Chapter 2 outlines the functioning of the sector-based community mental health team, which is identified as the backbone of the service. We see no real signs of its replacement (rather than augmentation) by the modernisation teams. Community mental health teams have, however, benefited from the advent of these modernisation teams and have increasingly defined functions and procedures.

Chapter 3 deals with the modernisation teams (assertive outreach, crisis resolution/home treatment and early intervention services for psychosis). It acknowledges the variation in their development nationally, and also the deviations from the prescribed models that have been developed within the very real staffing constraints under which they have been introduced.

Chapter 4 discusses the crucial issue of social care, both the role of the social worker within community mental health teams and the wider aspects of social care – accommodation, occupation and childcare. The rapidly rising significance of social inclusion and the move to combined health and social care trusts has sharpened the focus on this area, while reducing certainties.

Chapter 5 deals with the ‘essential clinical partners’ in community care – primary care, substance misuse services, rehabilitation and forensic services. There is far greater variation in the forms of service provision within these specialties than in general adult community mental health teams. General principles of collaboration and common configurations are addressed, rather than detailed prescriptions.
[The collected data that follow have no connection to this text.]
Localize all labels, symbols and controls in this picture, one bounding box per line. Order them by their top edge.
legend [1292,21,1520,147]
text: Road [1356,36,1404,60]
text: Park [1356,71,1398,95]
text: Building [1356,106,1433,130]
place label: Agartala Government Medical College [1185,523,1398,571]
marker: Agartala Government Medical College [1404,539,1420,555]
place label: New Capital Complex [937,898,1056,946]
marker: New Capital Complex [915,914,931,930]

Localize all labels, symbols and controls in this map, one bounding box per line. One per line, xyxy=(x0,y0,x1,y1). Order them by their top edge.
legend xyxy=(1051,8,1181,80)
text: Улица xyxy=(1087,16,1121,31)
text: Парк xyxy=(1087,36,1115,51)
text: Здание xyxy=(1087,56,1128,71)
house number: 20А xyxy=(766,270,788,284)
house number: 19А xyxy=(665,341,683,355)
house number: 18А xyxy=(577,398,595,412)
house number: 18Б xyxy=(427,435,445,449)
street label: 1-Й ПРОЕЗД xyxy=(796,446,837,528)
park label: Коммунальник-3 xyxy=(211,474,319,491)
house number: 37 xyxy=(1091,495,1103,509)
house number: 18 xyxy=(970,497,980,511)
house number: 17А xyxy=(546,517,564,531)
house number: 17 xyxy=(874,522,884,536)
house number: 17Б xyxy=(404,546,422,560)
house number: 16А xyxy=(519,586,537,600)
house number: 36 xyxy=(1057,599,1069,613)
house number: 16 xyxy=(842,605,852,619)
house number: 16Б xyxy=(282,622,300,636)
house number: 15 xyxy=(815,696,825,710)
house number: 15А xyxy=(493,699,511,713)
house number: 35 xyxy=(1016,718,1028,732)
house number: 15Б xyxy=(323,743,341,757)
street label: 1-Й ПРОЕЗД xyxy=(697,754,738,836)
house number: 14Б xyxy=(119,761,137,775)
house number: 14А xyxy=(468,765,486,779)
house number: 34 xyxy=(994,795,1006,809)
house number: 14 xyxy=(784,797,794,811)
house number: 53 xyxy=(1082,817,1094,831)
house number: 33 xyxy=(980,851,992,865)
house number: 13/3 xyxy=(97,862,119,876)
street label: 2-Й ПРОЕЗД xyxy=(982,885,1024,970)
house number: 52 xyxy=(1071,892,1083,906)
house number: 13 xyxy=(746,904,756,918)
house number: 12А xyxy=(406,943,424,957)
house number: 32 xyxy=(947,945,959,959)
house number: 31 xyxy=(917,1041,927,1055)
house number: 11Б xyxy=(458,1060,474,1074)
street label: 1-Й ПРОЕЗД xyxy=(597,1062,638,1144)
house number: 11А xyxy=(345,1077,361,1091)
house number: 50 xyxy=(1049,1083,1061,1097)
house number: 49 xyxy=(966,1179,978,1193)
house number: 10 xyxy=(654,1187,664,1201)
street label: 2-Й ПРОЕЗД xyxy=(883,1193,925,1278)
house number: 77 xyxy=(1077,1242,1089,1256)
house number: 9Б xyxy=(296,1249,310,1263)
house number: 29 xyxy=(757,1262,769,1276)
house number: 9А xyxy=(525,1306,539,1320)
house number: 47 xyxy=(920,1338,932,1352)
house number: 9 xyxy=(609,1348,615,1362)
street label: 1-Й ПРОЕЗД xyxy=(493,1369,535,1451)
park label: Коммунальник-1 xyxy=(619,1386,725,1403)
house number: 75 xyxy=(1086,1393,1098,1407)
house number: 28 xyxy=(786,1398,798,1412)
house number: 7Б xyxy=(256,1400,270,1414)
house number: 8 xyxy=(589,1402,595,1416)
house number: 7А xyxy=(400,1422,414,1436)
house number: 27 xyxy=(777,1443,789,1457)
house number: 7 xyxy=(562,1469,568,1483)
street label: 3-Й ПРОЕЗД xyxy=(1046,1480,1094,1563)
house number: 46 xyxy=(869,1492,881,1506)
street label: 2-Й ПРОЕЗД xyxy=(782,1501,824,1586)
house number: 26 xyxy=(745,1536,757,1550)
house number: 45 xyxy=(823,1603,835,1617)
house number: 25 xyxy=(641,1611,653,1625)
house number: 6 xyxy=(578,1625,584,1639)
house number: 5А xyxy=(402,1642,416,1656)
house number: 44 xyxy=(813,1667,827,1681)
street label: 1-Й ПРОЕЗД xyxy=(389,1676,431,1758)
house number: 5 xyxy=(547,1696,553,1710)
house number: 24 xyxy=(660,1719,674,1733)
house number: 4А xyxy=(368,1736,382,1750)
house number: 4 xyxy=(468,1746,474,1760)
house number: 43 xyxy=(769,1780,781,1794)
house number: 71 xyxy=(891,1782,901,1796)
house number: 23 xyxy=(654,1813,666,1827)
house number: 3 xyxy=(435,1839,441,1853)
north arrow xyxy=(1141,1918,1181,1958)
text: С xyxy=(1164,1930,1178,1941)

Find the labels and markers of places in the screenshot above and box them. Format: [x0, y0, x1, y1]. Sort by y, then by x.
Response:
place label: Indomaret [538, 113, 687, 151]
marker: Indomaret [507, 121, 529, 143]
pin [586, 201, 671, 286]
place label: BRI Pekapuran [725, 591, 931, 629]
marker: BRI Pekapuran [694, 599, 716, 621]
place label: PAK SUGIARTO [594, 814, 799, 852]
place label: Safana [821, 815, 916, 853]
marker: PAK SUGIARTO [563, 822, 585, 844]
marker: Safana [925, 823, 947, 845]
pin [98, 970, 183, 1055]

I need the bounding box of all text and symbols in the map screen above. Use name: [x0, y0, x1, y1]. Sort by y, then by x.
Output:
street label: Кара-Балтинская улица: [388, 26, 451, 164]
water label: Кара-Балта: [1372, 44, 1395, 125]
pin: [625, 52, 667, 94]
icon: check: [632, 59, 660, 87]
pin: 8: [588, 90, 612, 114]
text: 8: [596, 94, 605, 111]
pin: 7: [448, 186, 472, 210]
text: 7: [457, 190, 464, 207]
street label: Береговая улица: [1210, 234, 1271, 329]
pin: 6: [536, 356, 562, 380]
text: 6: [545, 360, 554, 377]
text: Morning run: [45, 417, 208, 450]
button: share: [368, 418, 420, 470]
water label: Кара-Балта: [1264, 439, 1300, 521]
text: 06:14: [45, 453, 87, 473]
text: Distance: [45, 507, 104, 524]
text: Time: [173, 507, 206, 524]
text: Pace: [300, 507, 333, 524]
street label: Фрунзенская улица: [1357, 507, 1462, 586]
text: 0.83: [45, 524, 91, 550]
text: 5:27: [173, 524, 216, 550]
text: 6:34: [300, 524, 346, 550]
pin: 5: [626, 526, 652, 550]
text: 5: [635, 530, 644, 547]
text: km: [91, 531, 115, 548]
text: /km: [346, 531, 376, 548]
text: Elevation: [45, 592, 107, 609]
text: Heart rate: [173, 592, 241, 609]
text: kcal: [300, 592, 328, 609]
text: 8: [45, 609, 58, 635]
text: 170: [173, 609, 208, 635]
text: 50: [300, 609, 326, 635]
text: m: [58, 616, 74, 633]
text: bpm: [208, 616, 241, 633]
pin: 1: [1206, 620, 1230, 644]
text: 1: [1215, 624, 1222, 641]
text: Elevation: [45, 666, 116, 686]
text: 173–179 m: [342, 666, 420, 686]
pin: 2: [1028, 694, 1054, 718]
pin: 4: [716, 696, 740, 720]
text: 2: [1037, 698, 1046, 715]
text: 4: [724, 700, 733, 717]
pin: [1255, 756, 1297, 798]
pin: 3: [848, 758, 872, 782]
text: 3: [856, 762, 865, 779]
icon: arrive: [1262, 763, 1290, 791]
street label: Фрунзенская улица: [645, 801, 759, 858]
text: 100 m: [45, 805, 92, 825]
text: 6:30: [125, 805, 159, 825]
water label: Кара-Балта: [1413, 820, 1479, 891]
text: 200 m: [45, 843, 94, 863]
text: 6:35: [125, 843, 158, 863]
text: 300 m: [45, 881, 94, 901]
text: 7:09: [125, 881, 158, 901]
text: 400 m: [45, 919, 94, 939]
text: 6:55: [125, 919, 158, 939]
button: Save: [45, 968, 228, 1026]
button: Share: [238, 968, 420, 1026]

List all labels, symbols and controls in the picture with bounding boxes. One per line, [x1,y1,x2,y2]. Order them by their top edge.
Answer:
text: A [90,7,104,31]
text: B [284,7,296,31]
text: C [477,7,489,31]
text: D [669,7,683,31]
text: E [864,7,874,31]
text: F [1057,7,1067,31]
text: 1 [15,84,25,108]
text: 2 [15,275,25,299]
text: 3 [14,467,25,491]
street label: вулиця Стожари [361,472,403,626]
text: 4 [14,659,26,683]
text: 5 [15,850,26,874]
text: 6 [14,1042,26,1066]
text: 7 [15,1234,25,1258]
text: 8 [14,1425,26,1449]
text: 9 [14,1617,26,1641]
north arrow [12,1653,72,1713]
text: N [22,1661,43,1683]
Chapter 6 focuses on the issues of local variation and diversity. Hardly any locality in the UK now is ‘typical’. Ethnic diversity challenges almost all urban services to ensure cultural sensitivity and, in some settings, highly specific configurations. Diversity includes the consistent differences found in all localities (e.g. gender, specific diagnostic groups which may demand different approaches such as acquired brain injury and personality disorder), as well as local high concentrations of specific groups (e.g. the homeless, refugees).